Ok, that is kind of complicated but also kind of not. It’s may be more complicated to explain and read than it is to write.

Let’s stage it!

Staging the Intepreter

We know the Pattern at compile time, but we want to run matches many, many times quickly at runtime. It makes sense to partially evaluate things. Let’s look at a related example first.

An aside: Partial Evaluating Many For Loops

Consider a brute force search over 3 bits. You could write it like this

for i in (false,true)
    for j in (false, true)
        for k in (false,true)
            println([i,j,k])
        end
    end
end

Now suppose I want code that works for arbitrary number n of bits. A bit more complicated. One way of doing it is via recursion. If you know how to solve the n-1 bits problem, all you need to do is run that problem in a single extra loop.

function allbits(n, partial)
   if n == 0
        println(partial)
        return 
   end
   for i in (false,true)
       partial[n] = i
       allbits(n-1, partial)
   end
end
function allbits(n) 
    allbits(n, fill(false, n))
end

We can by adding quasiquotation annotations to this code actually produce the same code as above. We assume n is known at compile time. We also know the size of the partial vector, but the values inside the partial vector are no longer boolean values, instead they represent the code of boolean values available at runtime. It is unfortunate that I need to gensym the i variable. Perhaps there are facilities in Julia to avoid this, perhaps not. Note however that the code is otherwise structurally identical to the above.

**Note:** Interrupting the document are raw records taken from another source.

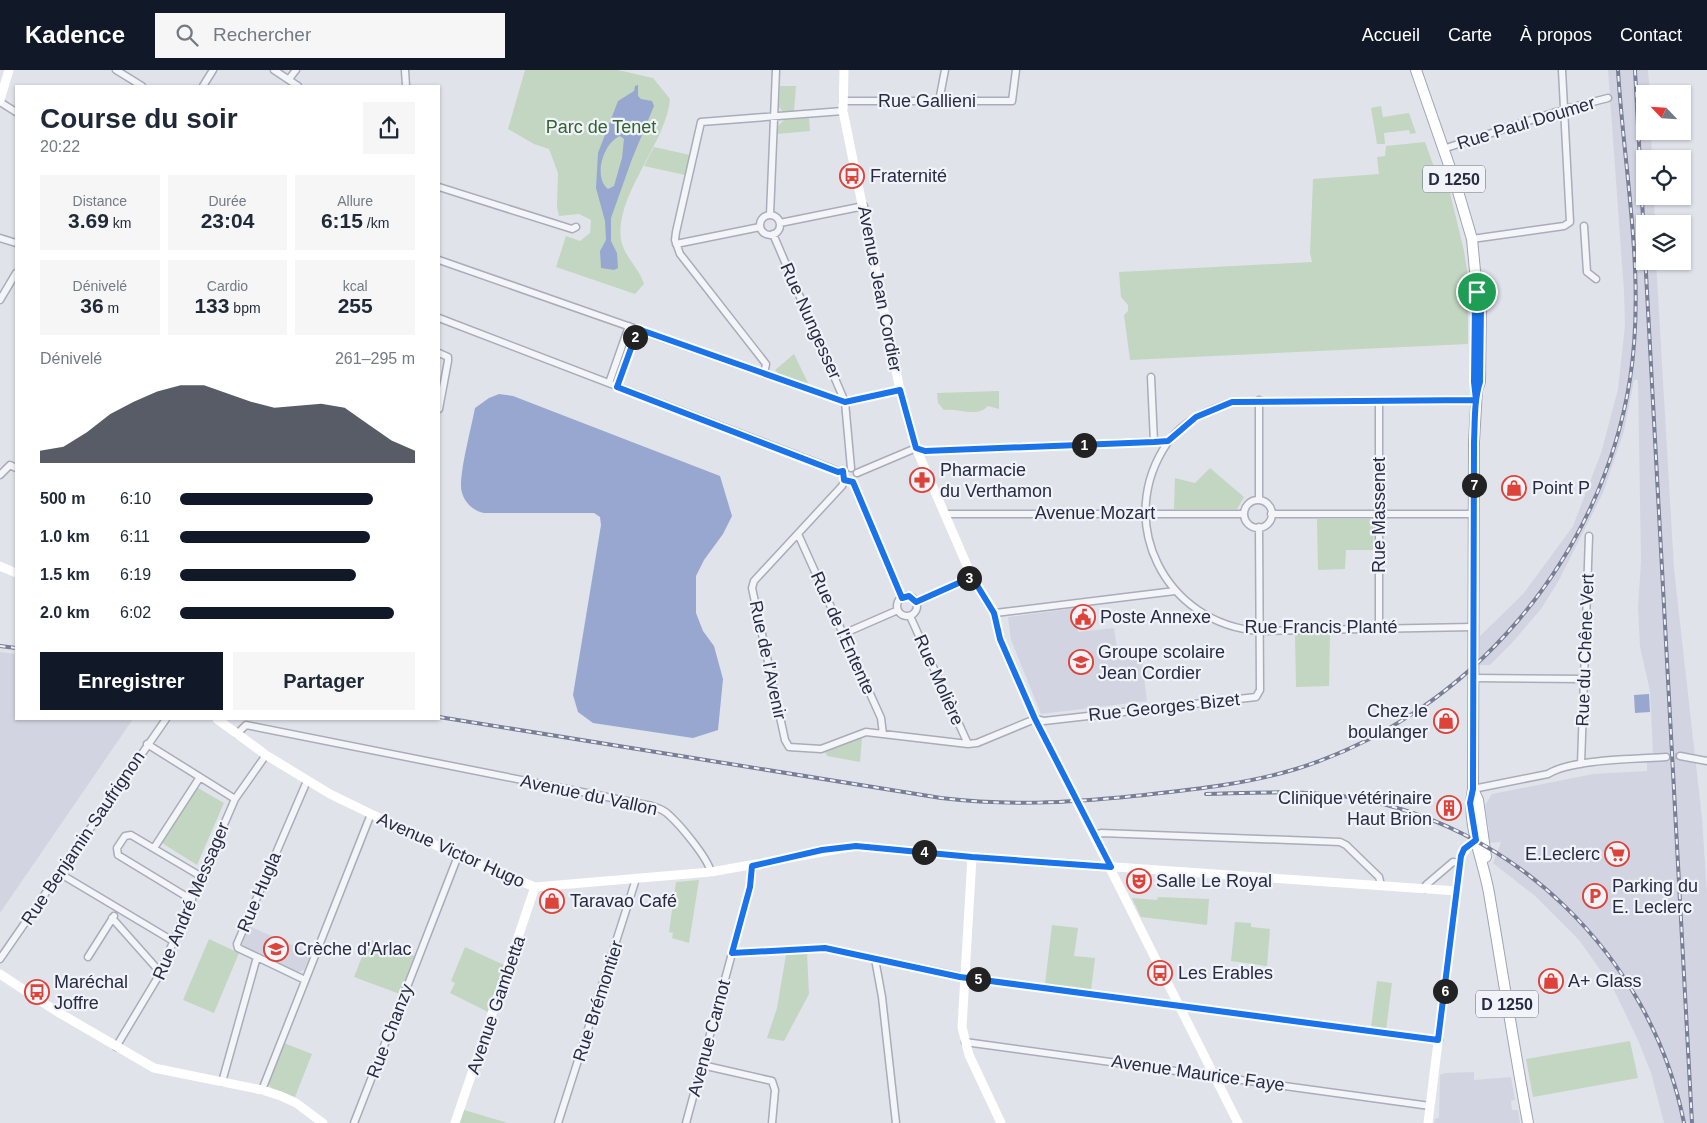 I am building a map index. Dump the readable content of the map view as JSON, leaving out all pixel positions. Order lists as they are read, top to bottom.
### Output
{
  "streets": {
    "main road": ["D 1250"],
    "street": [
      "Rue Gallieni",
      "Rue Paul Doumer",
      "Avenue Jean Cordier",
      "Rue Nungesser",
      "Avenue Mozart",
      "Rue Massenet",
      "Rue Francis Planté",
      "Rue de l'Entente",
      "Rue du Chêne Vert",
      "Rue de l'Avenir",
      "Rue Molière",
      "Rue Georges Bizet",
      "Avenue du Vallon",
      "Rue Benjamin Saufrignon",
      "Avenue Victor Hugo",
      "Rue Hugla",
      "Rue André Messager",
      "Rue Brémontier",
      "Avenue Gambetta",
      "Rue Chanzy",
      "Avenue Carnot",
      "Avenue Maurice Faye"
    ]
  },
  "crossings": [
    ["Rue Gallieni", "Avenue Jean Cordier"],
    ["Rue Paul Doumer", "D 1250"],
    ["D 1250", "Rue Francis Planté"],
    ["Avenue Jean Cordier", "Avenue Mozart"],
    ["Avenue Jean Cordier", "Rue Georges Bizet"],
    ["Avenue Jean Cordier", "Avenue Maurice Faye"],
    ["Rue Nungesser", "Rue de l'Avenir"],
    ["Avenue Mozart", "Rue Francis Planté"],
    ["Rue Massenet", "Rue Francis Planté"],
    ["Rue Francis Planté", "Rue Georges Bizet"],
    ["Rue de l'Entente", "Rue de l'Avenir"],
    ["Avenue du Vallon", "Avenue Victor Hugo"],
    ["Avenue Victor Hugo", "Rue Hugla"],
    ["Avenue Victor Hugo", "Rue André Messager"],
    ["Avenue Victor Hugo", "Rue Brémontier"],
    ["Avenue Victor Hugo", "Avenue Gambetta"],
    ["Avenue Victor Hugo", "Rue Chanzy"]
  ],
  "parks": ["Parc de Tenet"],
  "places": {
    "bus stop": ["Fraternité", "Les Erables", "Maréchal Joffre"],
    "pharmacy": ["Pharmacie du Verthamon"],
    "shop": [
      "Point P",
      "Chez le boulanger",
      "Taravao Café",
      "A+ Glass"
    ],
    "public building": ["Poste Annexe"],
    "school or university": ["Groupe scolaire Jean Cordier", "Crèche d'Arlac"],
    "building": ["Clinique vétérinaire Haut Brion"],
    "supermarket": ["E.Leclerc"],
    "theatre": ["Salle Le Royal"],
    "parking": ["Parking du E. Leclerc"]
  },
  "north": "top left",
  "page": {
    "header": "Kadence",
    "search": "Rechercher",
    "nav": [
      "Accueil",
      "Carte",
      "À propos",
      "Contact"
    ],
    "heading": ["Course du soir", "20:22"],
    "stats": [
      ["Distance", "3.69 km"],
      ["Durée", "23:04"],
      ["Allure", "6:15 /km"],
      ["Dénivelé", "36 m"],
      ["Cardio", "133 bpm"],
      ["kcal", "255"]
    ],
    "pins": [
      "2",
      "1",
      "7",
      "3",
      "4",
      "5",
      "6"
    ],
    "chart": ["Dénivelé", "261–295 m"],
    "list": [
      {
        "name": "500 m",
        "note": "6:10"
      },
      {
        "name": "1.0 km",
        "note": "6:11"
      },
      {
        "name": "1.5 km",
        "note": "6:19"
      },
      {
        "name": "2.0 km",
        "note": "6:02"
      }
    ],
    "buttons": ["Enregistrer", "Partager"]
  }
}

function allbits(n, partial::Vector{Symbol})
   if n == 0
        return :(println([$(partial...)]))  
   end
    i = gensym()
    quote
       for $i in (false,true)
           $(begin
                partial[n] = i
                allbits(n-1, partial)
            end)
       end
   end
end
function allbits(n) 
    allbits(n, fill(:foo, n))
end

prettify(allbits(3))
#=
:(for coati = (false, true)
      for caterpillar = (false, true)
          for seahorse = (false, true)
              println([seahorse, caterpillar, coati])
          end
      end
  end)
=#
# To use
eval(allbits(3))

Staged Interpeter

I just so have happened to have written the unstaged interpreter that very minimal changes are necessary to build the staged version.

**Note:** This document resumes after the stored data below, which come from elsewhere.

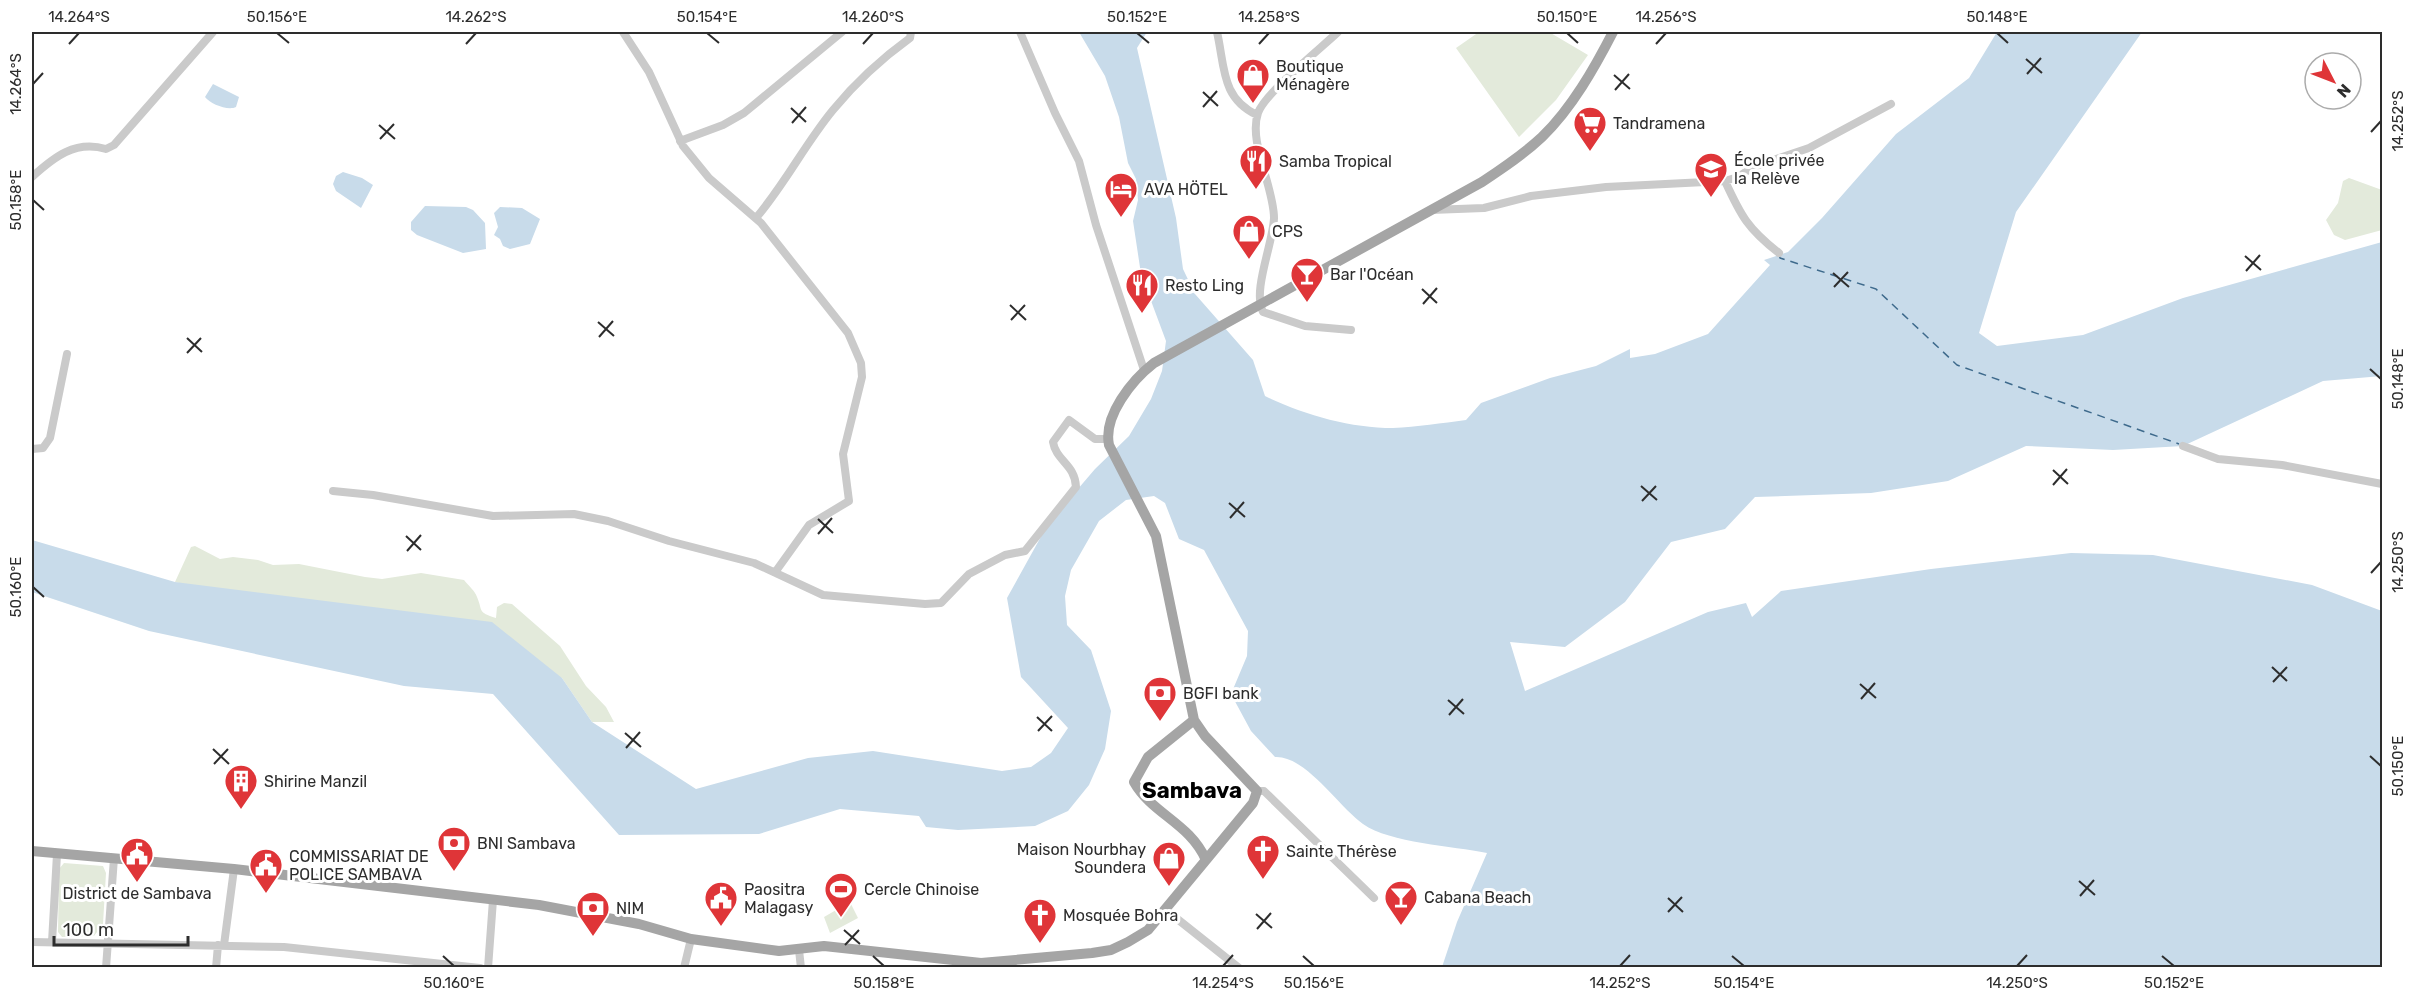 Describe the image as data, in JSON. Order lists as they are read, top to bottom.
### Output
{
  "districts": ["Sambava"],
  "places": {
    "shop": ["Boutique Ménagère", "CPS", "Maison Nourbhay Soundera"],
    "supermarket": ["Tandramena"],
    "restaurant": ["Samba Tropical", "Resto Ling"],
    "school or university": ["École privée la Relève"],
    "hotel": ["AVA HÖTEL"],
    "bar": ["Bar l'Océan", "Cabana Beach"],
    "bank": ["BGFI bank", "BNI Sambava", "NIM"],
    "building": ["Shirine Manzil"],
    "church": ["Sainte Thérèse", "Mosquée Bohra"],
    "public building": ["District de Sambava", "COMMISSARIAT DE POLICE SAMBAVA", "Paositra Malagasy"],
    "sports": ["Cercle Chinoise"]
  },
  "scale_bar": "100 m",
  "north": "bottom right",
  "coordinates": [
    "14.264°S",
    "50.156°E",
    "14.262°S",
    "50.154°E",
    "14.260°S",
    "50.152°E",
    "14.258°S",
    "50.150°E",
    "14.256°S",
    "50.148°E",
    "14.252°S",
    "50.158°E",
    "14.250°S",
    "50.160°E",
    "14.254°S"
  ]
}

Now the ctx is a compile time mapping of Insn variables to the expressions that at runtime will hold the appropriate values. G and buf are the runtime values that hold the egraph and vector of return variable bindings. The way I did this is going through and thinking about what is avaiable at compile time and keeping it out of quotes, and what is available at runtime and putting it in quotes. It is a remarkably mechanical process to write this stuff once you get the hang of it. I suggest reading Oleg Kiselyov’s tutorials and mini-book for more.

Code = Union{Expr,Symbol}

function interp_staged(G::Code, insns, ctx, buf::Code) # G could be an argument or a global variable.
    if length(insns) == 0
        return 
    end
    insn = insns[1]
    insns = insns[2:end]
    if insn isa Bind
        enode = gensym(:enode)
        quote
            for $enode in $G[$(ctx[insn.eclass])] # we can store an integer of the eclass.
                if $enode.head == $(QuoteNode(insn.enodepat.head)) && length($enode.args) == $(length(insn.enodepat.args))
                    $(
                        begin
                        for (n,v) in enumerate(insn.enodepat.args)
                            ctx[v] = :($enode.args[$n])
                        end
                        interp_staged(G,  insns, ctx, buf)
                        end
                    )
                end
            end
        end
    elseif insn isa Yield
        quote
            push!( $buf, [ $( [ctx[y] for y in insn.yields]...) ])
        end
    elseif insn isa CheckClassEq
        quote
            if $(ctx[insn.eclass1]) == $(ctx[insn.eclass2])
                $(interp_staged(G, insns, ctx, buf))
            end
        end
    end
end

function interp_staged(insns)
    quote
        (G, eclass0) -> begin
            buf = []
            $(interp_staged(:G, insns, Dict{Symbol,Any}([:start => :eclass0]) , :buf))
            return buf
        end
    end
end

using MacroTools # for prettify
p1, ctx1 = compile_pat(@pat f(X))
println(prettify(interp_staged( p1  )))
#=
(G, eclass0)->begin
        buf = []
        for sardine = G[eclass0]
            if sardine.head == :f && length(sardine.args) == 1
                push!(buf, [sardine.args[1]])
            end
        end
        return buf
    end
=#

Bits and Bobbles

Example tests

@testset "Basic Compile" begin
    @test compile_pat(@pat f)[1] == [Bind(:start, ENodePat(:f, [])), Yield([])]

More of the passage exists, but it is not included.